Although the etiology is not completely understood, 46,XY CGD results from failure of testicular development due to disruption of the underlying genetic pathways. Several genes have been implicated: SRY (gene deletion or loss-of-function mutations; Yp11.3), NR5A1 (9q33) and DHH (homozygous or compound heterozygous mutations; 12q13.1). In addition, patients with partial duplications of Xp (including the NR0B1 gene) and chromosome 9p deletions (involving the DMRT1) may also present with isolated 46, XY CGD. Mutations in the CBX2 gene have been rarely reported, namely in a patient with development of ovarian tissue despite 46,XY karyotype. Mutations in the MAP3K1 gene (5q11.2) that cause downstream alterations in the MAP kinase signaling pathway have recently been identified in two familial and two sporadic cases. Of high clinical relevance, 46,XY CGD is a feature of Frasier syndrome (caused by WT1 variants). Environmental factors (maternal progesterone intake during pregnancy), and impaired prenatal growth have also been associated with 46,XY CGD. In the majority of cases, the genetic etiology remains unclear.

Diagnosis is made on the basis of the clinical findings together with cytogenetic analysis, endocrine investigations, molecular genetic studies, and sometimes surgical exploration with biopsy and removal of streak gonads.

The differential diagnosis should include hypergonadotropic ovarian dysgenesis (46,XX GD) and all forms of syndromic 46,XY CGD (for example, Frasier syndrome, campomelic dysplasia and 46,XY DSD with adrenal insufficiency).

Prenatal diagnosis is feasible for families in which the genetic anomaly has been confirmed but is only recommended in syndromic cases.
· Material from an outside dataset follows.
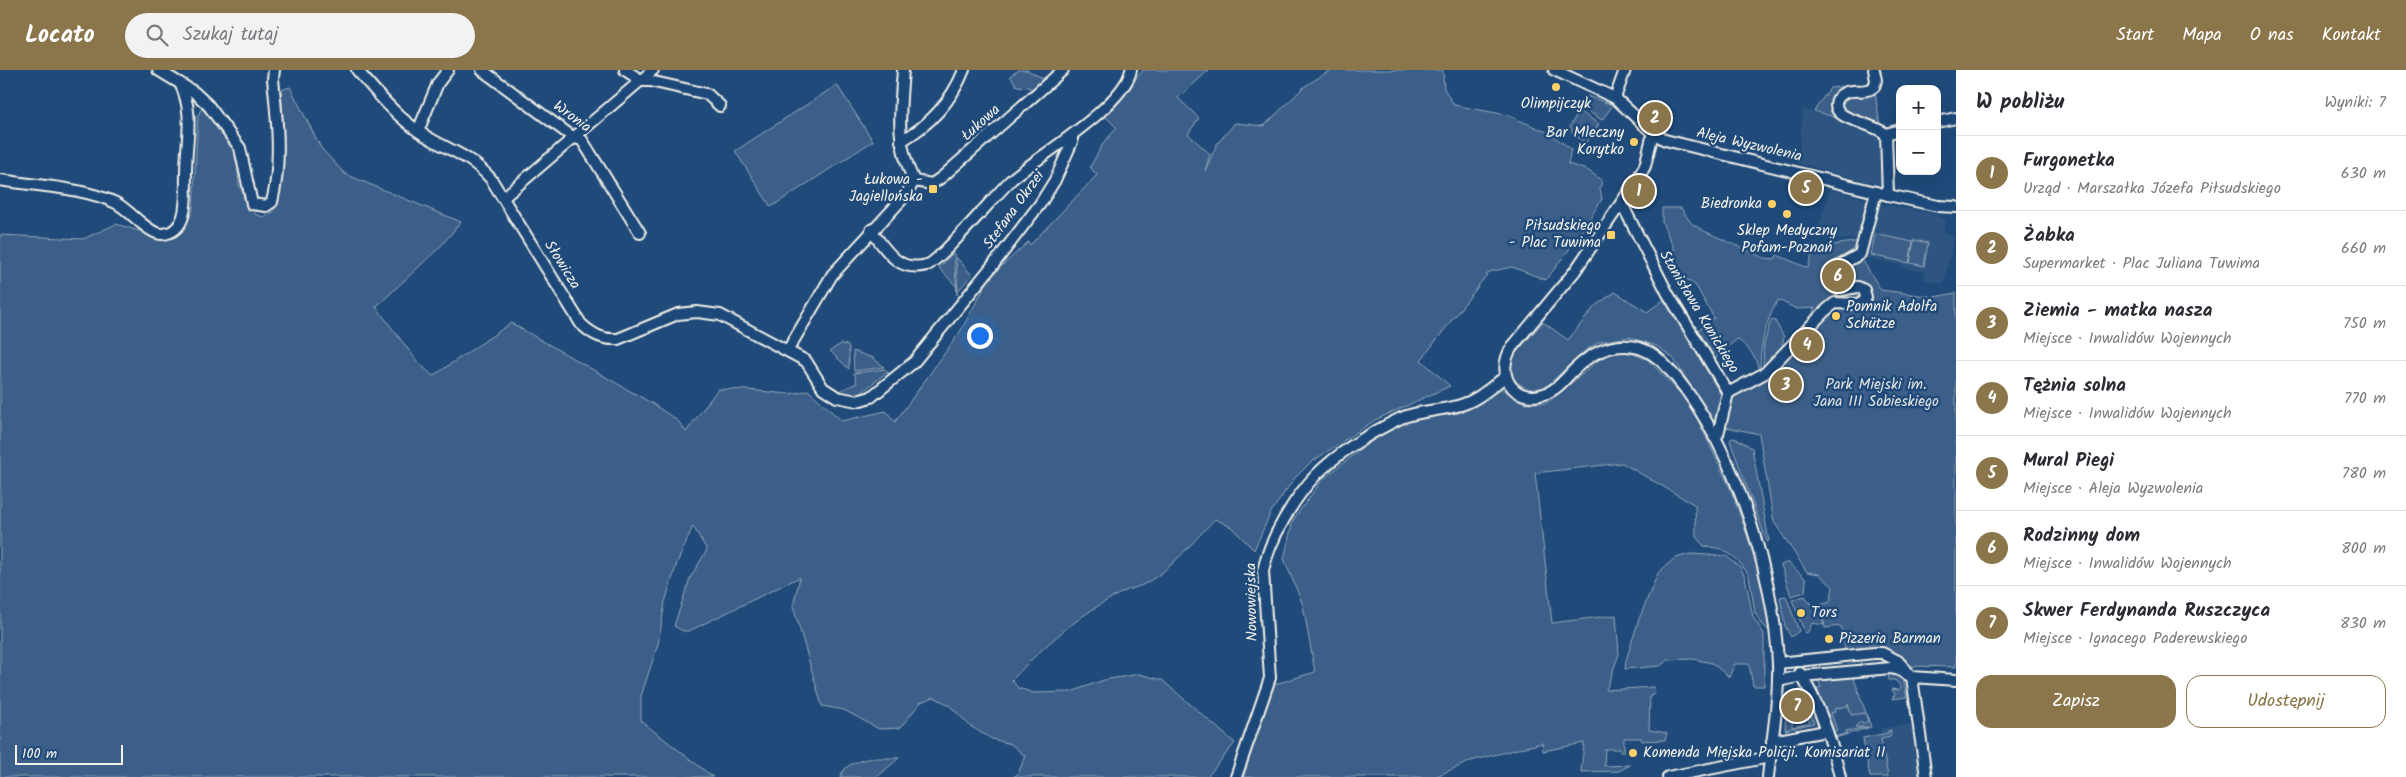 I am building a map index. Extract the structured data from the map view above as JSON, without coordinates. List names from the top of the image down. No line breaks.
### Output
{"streets":{"street":["Wronia","Łukowa","Aleja Wyzwolenia","Stefana Okrzei","Słowicza","Stanisława Kunickiego","Nowowiejska"]},"crossings":[["Stefana Okrzei","Słowicza"]],"parks":["Park Miejski im. Jana III Sobieskiego"],"places":{"other":["Olimpijczyk","Bar Mleczny Korytko","Biedronka","Sklep Medyczny Pofam-Poznań","Pomnik Adolfa Schütze","Tors","Pizzeria Barman","Komenda Miejska Policji. Komisariat II"],"transit":["Łukowa - Jagiellońska","Piłsudskiego - Plac Tuwima"]},"scale_bar":"100 m","page":{"header":"Locato","search":"Szukaj tutaj","nav":["Start","Mapa","O nas","Kontakt"],"heading":["W pobliżu","Wyniki: 7"],"map_buttons":["+","−"],"pins":["2","5","1","6","4","3","7"],"list":[{"mark":"1","name":"Furgonetka","note":"Urząd · Marszałka Józefa Piłsudskiego","value":"630 m"},{"mark":"2","name":"Żabka","note":"Supermarket · Plac Juliana Tuwima","value":"660 m"},{"mark":"3","name":"Ziemia - matka nasza","note":"Miejsce · Inwalidów Wojennych","value":"750 m"},{"mark":"4","name":"Tężnia solna","note":"Miejsce · Inwalidów Wojennych","value":"770 m"},{"mark":"5","name":"Mural Piegi","note":"Miejsce · Aleja Wyzwolenia","value":"780 m"},{"mark":"6","name":"Rodzinny dom","note":"Miejsce · Inwalidów Wojennych","value":"800 m"},{"mark":"7","name":"Skwer Ferdynanda Ruszczyca","note":"Miejsce · Ignacego Paderewskiego","value":"830 m"}],"buttons":["Zapisz","Udostępnij"],"scale":"100 m"}}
Although some cases of 46,XY CGD occur sporadically, genetic counseling may be offered to affected families and should be adapted depending on the mode of inheritance associated with the genetic anomaly identified.

Management may involve removal of streak gonadal tissue as there is a risk for malignancy, which may depend on the underlying etiology. Possible associated health issues (e.g. associated malformations) need to be addressed according to the genetic diagnosis. Hormone substitution is recommended at the time of puberty. Psychological support should also be offered to patients and their families in a specialized DSD-center. Infertility is an important management issue; however, pregnancy may be feasible through zygote egg donation.

With appropriate management, the risk of malignancy is low and the psychological and clinical outcome for patients is good.